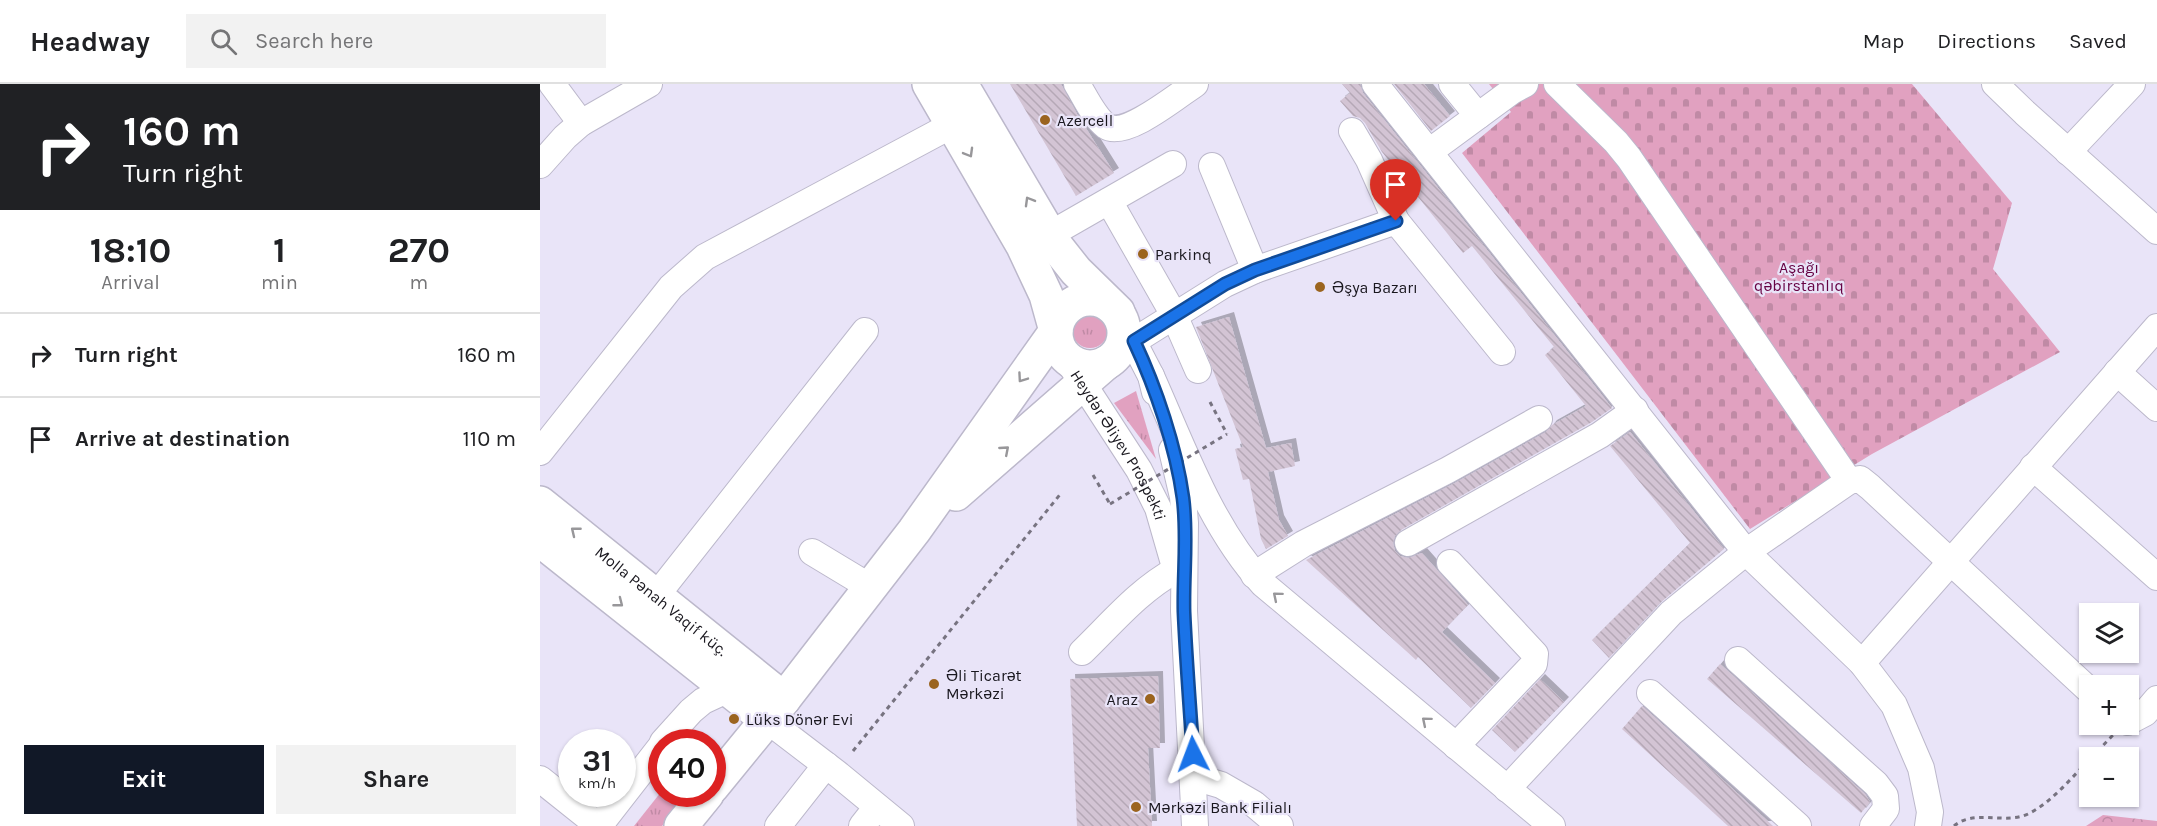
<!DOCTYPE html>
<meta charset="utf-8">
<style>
:root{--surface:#fff;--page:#f2f2f2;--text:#202124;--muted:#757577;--line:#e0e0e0;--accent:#111827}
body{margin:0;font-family:Karla,sans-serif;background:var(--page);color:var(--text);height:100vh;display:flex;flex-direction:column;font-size:22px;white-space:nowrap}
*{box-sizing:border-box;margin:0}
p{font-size:20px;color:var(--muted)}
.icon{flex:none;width:33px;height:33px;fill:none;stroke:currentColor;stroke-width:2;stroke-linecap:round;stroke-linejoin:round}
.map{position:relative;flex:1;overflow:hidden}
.sheet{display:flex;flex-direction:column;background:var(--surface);width:540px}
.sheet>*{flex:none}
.banner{background:#202124;color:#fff;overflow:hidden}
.buttons{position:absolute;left:1539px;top:519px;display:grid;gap:12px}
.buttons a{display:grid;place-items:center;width:60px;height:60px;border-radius:0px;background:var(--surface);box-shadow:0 2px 4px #0004;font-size:30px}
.speed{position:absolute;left:18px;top:645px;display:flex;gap:12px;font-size:30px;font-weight:700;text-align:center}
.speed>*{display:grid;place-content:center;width:78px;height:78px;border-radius:50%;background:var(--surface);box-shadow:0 2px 4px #0004;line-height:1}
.speed small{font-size:15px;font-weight:400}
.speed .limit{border:9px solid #d22;background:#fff;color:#111}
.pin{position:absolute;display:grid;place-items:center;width:51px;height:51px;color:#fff;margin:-62px -26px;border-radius:50% 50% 50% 0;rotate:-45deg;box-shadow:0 0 6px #0007}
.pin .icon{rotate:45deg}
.me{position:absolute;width:66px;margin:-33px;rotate:357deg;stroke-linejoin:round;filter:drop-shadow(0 0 4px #0008)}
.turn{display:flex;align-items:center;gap:21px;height:126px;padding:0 24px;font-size:27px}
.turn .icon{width:78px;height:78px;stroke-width:2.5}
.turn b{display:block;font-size:42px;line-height:51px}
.eta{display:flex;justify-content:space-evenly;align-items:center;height:102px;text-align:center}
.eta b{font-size:36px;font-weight:700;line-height:42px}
.action{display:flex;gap:12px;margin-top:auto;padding:12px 24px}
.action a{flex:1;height:69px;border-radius:0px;background:var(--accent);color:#fff;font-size:24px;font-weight:700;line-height:69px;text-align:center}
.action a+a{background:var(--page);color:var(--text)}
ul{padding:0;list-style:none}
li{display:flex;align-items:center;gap:18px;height:84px;padding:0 24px;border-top:2px solid var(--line)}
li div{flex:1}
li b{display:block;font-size:22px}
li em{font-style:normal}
header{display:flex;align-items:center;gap:36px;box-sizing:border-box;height:84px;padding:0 30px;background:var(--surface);border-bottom:2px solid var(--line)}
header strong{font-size:28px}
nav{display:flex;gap:33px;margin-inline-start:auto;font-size:21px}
.search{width:420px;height:54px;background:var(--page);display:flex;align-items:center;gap:15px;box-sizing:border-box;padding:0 21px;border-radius:0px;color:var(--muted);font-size:22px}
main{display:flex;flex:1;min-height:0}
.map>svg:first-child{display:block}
.grass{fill:url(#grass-tufts)}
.forest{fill:url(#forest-crowns)}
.cemetery{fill:url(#cemetery-stones)}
.building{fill:url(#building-back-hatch);filter:url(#shadow)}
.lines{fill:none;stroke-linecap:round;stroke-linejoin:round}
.minor-casing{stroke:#bcb8cb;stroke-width:28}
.major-casing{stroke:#bcb8cb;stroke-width:36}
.highway-casing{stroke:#bcb8cb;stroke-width:36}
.path{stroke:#777380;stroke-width:3;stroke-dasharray:4.5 4.5;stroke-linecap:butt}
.minor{stroke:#fff;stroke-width:26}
.major{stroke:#fff;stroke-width:33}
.highway{stroke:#fff;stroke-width:33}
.path-bridge{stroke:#777380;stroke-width:3;stroke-dasharray:4.5 4.5;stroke-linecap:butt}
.oneway{stroke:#98979a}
.route-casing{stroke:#114b97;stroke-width:15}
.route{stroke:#1a73e8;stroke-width:10}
.poi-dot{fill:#9b641f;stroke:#e9e4f8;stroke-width:2}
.labels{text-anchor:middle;stroke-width:4.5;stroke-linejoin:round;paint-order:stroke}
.poi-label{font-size:16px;fill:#19171e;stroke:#e9e4f8;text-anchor:start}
.park-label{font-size:16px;fill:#660243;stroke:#e9e4f8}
.street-label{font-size:16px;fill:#19171e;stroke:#e9e4f8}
</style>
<header>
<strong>Headway</strong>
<div class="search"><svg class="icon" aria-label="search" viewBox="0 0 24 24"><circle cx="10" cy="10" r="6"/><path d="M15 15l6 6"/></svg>Search here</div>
<nav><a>Map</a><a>Directions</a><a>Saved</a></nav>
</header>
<main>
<section class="sheet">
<div class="banner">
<div class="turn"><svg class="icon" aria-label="right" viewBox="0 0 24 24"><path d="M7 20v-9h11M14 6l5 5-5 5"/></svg><div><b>160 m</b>Turn right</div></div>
</div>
<div class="eta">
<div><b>18:10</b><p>Arrival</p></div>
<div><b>1</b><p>min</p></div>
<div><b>270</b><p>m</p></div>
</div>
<ul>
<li><svg class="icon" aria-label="right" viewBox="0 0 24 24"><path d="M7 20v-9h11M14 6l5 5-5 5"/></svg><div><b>Turn right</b></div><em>160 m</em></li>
<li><svg class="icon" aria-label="arrive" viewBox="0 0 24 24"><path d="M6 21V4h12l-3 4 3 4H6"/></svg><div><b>Arrive at destination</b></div><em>110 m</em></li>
</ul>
<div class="action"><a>Exit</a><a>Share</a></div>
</section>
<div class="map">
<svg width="1617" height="742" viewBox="0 0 1617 742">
<defs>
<pattern id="grass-tufts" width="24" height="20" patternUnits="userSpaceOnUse" patternTransform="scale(1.5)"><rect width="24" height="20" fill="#e1a1c0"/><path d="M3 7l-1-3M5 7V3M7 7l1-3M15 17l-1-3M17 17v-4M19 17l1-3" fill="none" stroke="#c08aa5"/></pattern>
<pattern id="forest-crowns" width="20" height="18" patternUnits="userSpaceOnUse" patternTransform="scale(1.5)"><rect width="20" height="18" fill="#e1a1c0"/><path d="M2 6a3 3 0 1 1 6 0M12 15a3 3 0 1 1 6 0" fill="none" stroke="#c08aa5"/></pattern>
<pattern id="cemetery-stones" width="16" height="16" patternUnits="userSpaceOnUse" patternTransform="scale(1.5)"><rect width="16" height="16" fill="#e1a1c0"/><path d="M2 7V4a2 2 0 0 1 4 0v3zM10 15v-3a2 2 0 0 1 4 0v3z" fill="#c08aa5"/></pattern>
<pattern id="building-back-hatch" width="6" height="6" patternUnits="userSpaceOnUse" patternTransform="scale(1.5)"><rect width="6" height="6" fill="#d3c4d4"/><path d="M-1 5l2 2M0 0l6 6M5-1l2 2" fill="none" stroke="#b5a8b6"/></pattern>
<filter id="shadow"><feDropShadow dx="5" dy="-5" stdDeviation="0" flood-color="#0004"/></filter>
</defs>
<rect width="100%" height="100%" fill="#e9e4f8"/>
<g class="grass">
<circle cx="550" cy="246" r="18"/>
<path d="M596,307l20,68 -42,-56z"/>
<path d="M121,708l28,2 -27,32h-28z"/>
</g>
<path class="forest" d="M1563,731l54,6v5h-71z"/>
<path class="cemetery" d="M949,0h423l100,119 -19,66 67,83 -188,102 -122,75 -288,-376 49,-41z"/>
<g class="building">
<path d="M470,0h51l16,30 37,59 -38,23z"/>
<path d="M802,0h18l3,9 249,315 -20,14 -191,108 -6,6 -2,7 2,8 5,5 8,2 14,-5 46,52 -26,27 53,51 -24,25 -53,-51 -2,3 -110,-100 149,-77 91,-51 6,-7 34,-19 -41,-51 9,-8 -82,-101 -9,7 -81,-101 -17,-29 -5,-5 -7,-2 -13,-15 10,-8z"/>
<path d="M854,0h30l26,32 -19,15z"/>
<path d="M689,233l37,131 25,-5 4,23 -27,6 11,48 9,16 -22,13 -5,-10 -12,-60 -6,1 -8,-31 8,-2 -47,-120z"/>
<path d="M1090,348l94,117 -64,54 -51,55 -17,-18 98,-97 -80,-97z"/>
<path d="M1180,580l145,130 5,8 -9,11 -154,-134z"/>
<path d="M618,592l2,72h-12l4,78h-75l-7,-147z"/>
<path d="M1000,595l24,23 -49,50 -23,-22z"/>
<path d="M1102,622l20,18 111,102h-45l-106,-97z"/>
</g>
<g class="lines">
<g class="minor-casing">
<g id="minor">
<path d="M12,0l29,39"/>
<path d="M537,0c8,13 17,33 29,42 19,13 72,-31 89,-42"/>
<path d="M835,0l371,468 116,111 32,42 27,63 9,44 -2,14"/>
<path d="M912,0l26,32"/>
<path d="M1017,0l59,58 13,16 220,323"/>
<path d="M1455,0l30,29 132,118"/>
<path d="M812,47l17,29 27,61"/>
<path d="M889,68l83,-61 13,-7"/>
<path d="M1528,68l64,-68"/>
<path d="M0,81l25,-28 16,-14 68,-39"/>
<path d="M672,82l43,104"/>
<path d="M569,117l65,114 24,55"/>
<path d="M509,151l124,-71"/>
<path d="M583,238l28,54 4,16"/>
<path id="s1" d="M523,269l76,117 19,38 17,59"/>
<path d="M576,272l18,-15 91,-57 30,-14 141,-49 106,131"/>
<path d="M1577,288l40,36"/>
<path d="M611,292c32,71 59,150 112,208l289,242"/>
<path d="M632,366l11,47 2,26 -1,88 11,215"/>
<path d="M0,368l131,-165 34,-30 247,-132"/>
<path d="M1493,383l124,110"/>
<path d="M868,459l192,-108 35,-25"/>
<path d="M272,468l58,35"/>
<path d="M910,479l85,91 -1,10 -78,82"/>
<path d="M714,491l49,-31 145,-74 91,-51"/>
<path d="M116,512l209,-265"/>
<path d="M542,568c30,-29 57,-62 94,-82"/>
<path d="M1198,576l138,124 9,12 1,13 -13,17"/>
<path d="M1322,579l295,-336"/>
<path d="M1110,609l148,133"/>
<path d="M227,636l72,55 62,51"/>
<path d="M1588,638l17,-9 12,-14"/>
<path d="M123,658l28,-31 12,-10 15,-7 19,-20"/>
<path d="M654,693l27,8 33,19 26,22"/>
<path d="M0,695l59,47"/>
<path d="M967,705l164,-176 75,-61 103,-71 11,-2 10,8 220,204"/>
<path d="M59,742l63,-81"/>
<path d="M238,742l48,-61"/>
<path d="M322,742l15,-19"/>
</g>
</g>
<g class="major-casing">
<g id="major">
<path id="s2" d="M0,419l244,196"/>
<path d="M0,456l227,180"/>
</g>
</g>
<g class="highway-casing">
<g id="highway">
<path d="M421,0l96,163 19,24 42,41"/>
<circle cx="550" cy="249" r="34"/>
<path d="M416,410l150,-131"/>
<path d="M172,703l72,-88 130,-168 142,-200 -10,-36 -23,-49 -94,-162"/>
<path d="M141,742l26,-32"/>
</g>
</g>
<g class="path">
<path d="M670,318l17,32"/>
<path d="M553,391l17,29"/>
<path d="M313,667l209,-259"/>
<path d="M1551,674l22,-23"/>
<path d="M1414,742c22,-18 52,0 76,-13 23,-12 42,-36 60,-54"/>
</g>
<use href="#minor" class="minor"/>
<use href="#major" class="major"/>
<use href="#highway" class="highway"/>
<path class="path-bridge" d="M570,420l117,-70"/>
</g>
<defs><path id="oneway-chevron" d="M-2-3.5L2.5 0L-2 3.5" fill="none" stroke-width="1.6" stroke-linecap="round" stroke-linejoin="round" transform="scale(1.5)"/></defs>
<g class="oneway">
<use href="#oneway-chevron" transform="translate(429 69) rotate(60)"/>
<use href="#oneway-chevron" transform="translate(489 117) rotate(-120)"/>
<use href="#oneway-chevron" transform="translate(482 294) rotate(125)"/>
<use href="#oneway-chevron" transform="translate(465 366) rotate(-41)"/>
<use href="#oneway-chevron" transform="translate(35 447) rotate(-141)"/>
<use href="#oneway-chevron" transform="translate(737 512) rotate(-140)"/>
<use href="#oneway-chevron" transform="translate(79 519) rotate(38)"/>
<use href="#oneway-chevron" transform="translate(886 637) rotate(-140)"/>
</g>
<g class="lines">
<g class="route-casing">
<path id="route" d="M653,670c-3,-48 -7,-95 -9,-142 -1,-38 4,-76 -1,-114 -7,-51 -27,-110 -49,-157l91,-57 30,-14 141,-49"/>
</g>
<use href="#route" class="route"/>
</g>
<g class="poi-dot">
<circle cx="505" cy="36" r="6"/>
<circle cx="603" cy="170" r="6"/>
<circle cx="780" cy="203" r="6"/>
<circle cx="394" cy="600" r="6"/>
<circle cx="610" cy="615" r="6"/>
<circle cx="194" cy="635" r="6"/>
<circle cx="596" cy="723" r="6"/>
</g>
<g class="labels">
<g class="poi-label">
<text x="517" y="42">Azercell</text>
<text x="615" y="176">Parkinq</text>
<text x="792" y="209">Əşya Bazarı</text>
<text x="406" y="597">Əli Ticarət<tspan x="406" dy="18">Mərkəzi</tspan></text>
<text x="598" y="621" text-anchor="end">Araz</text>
<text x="206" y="641">Lüks Dönər Evi</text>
<text x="608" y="729">Mərkəzi Bank Filialı</text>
</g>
<g class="park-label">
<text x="1259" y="189">Aşağı<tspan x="1259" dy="18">qəbirstanlıq</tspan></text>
</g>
<g class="street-label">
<text dy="6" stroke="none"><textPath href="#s1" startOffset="108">Heydər Əliyev Prospekti</textPath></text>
<text dy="6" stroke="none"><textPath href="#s2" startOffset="156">Molla Pənah Vaqif küç.</textPath></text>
</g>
</g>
</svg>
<div class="buttons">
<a><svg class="icon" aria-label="layers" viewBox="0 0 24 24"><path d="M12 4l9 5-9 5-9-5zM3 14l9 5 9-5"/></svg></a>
<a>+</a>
<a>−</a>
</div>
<div class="speed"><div>31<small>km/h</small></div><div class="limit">40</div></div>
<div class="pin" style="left:856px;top:137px;background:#d93025"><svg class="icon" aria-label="arrive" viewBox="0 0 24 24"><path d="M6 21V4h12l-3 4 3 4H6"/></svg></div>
<svg class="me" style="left:653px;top:670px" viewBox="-20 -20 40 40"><path d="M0-17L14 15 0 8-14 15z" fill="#1a73e8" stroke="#fff" stroke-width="4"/></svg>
</div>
</main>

.....

** Exercise details **
Copy every line from the entries that contains the word "overflow".

** Answer to this problem **
.map{position:relative;flex:1;overflow:hidden}
.banner{background:#202124;color:#fff;overflow:hidden}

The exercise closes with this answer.